Yesterday’s meeting was about the creation of what is in effect a church within a church … The most obvious issue behind this near schism is homosexuality. In its founding statement, Foca criticised the growth of a false gospel in the church which “claims God’s blessing for same-sex unions over against the biblical teaching on holy matrimony”.
However, the broader theological issue is the rejection of pluralism: the idea that there is more than one right way to live. Christian proponents of this view, Foca says, “claim that all religions offer equal access to God and that Jesus is only a way, not the way, the truth and the life”, a reference to the evangelicals’ favourite biblical passage, John 14:6, in which Jesus says “no one comes to the father expect through me”.
If you think about it, that’s a terrifying verse. If you really believe that salvation can only come by following Christ, then you think that the vast majority of all people who have ever lived are damned.
Terrifying indeed. This is probably doubly true for Atheists, like Mr. Baggini, who reject God altogether. Mr. Baggini attempts to give himself some hope that he can avoid this fate by cozying to a Chrisitianity more suited to his tastes. He then has some choice words for those reactionary Christians who actually believe in God.
Although an atheist, I can see that in its more thoughtful corners, religion has worthwhile things to say, and even good ways to live. That’s why I went to All Souls, with a member of the Evangelical Alliance I’m in ongoing collaboration with, and it’s also why on Saturday I debated secularism in east London in front of a wholly Muslim audience.

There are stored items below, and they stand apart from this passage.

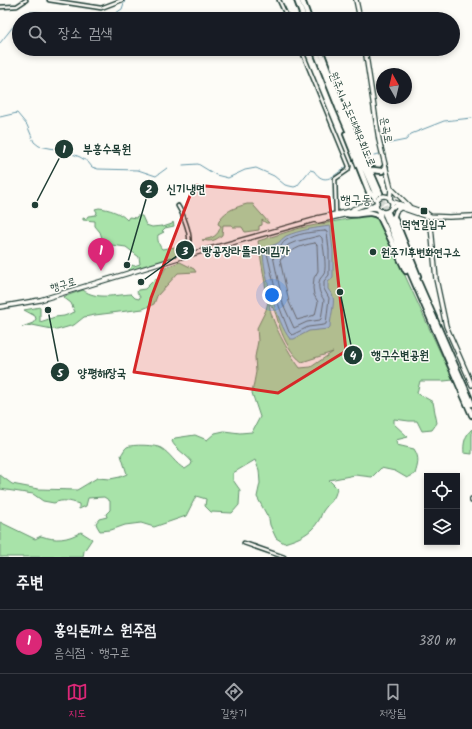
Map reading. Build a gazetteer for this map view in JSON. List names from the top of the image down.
{
  "streets": {
    "highway": ["원주시 국도대체우회도로"],
    "street": ["운곡로", "행구로"]
  },
  "districts": ["행구동"],
  "places": {
    "other": [
      "부흥수목원",
      "원주기후변화연구소",
      "신기냉면",
      "빵공장라뜰리에김가",
      "행구수변공원",
      "양평해장국"
    ],
    "transit": ["덕현길입구"]
  },
  "north": "top",
  "page": {
    "search": "장소 검색",
    "pins": "1",
    "heading": "주변",
    "list": [
      {
        "mark": "1",
        "name": "홍익돈까스 원주점",
        "note": "음식점 · 행구로",
        "value": "380 m"
      }
    ],
    "nav": ["지도", "길찾기", "저장됨"]
  }
}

But at All Souls, I saw a side of Christianity that I don’t like. They all seemed obsessed by salvation and glorifying Jesus. [There is an atheist money quote if I ever heard one!] You would not have guessed that the only prayer their messiah gave was directed at God, not himself, and that he repeatedly told people not to worship him, but the father. You would not have guessed that he spent much of this time telling people to be good neighbours, irrespective of what other people believed or who they slept with. The very human moral teacher of Matthew, Mark and Luke was eclipsed by the more ethereal Christ of John.
The hubris of athiests knows no bounds. They believe in nothing other than the absolute certainty of their own opinion through a mysterious (but not supernatural) infused knowledge that comes to them through methods yet unknown. Yet, will all his certainly. Baggini is left scratching his head. No matter, he has a plan!

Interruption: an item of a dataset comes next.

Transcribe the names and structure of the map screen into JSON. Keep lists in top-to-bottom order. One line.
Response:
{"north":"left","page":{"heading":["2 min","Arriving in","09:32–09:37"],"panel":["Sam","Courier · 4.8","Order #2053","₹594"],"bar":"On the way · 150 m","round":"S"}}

Yet which denominations are thriving today? Those that focus on the authority of the Bible and the message of salivation[sic].
Why does this matter to non-believers or the “vaguely spiritual”…Because it shows that religion is much more diverse than crude attacks on it as a “delusion” suggest. Belief is not going to go away, and if we want those churches that thrive to be inclusive and, yes, pluralist in their approaches, we have to give support to those resisting the fundamentalist urge and not simply lump them together with evangelicals.
Athiests and the self absorbed “vaguely spiritual” will create an alliance with inclusive churches. This is great news for the inclusive churches, since they are losing members faster than Jeremiah Wright. They can fill up their empty pews with atheists. Hey, maybe they can have Sheer Pot Luck dinners and serve primordial soup! That should be fun.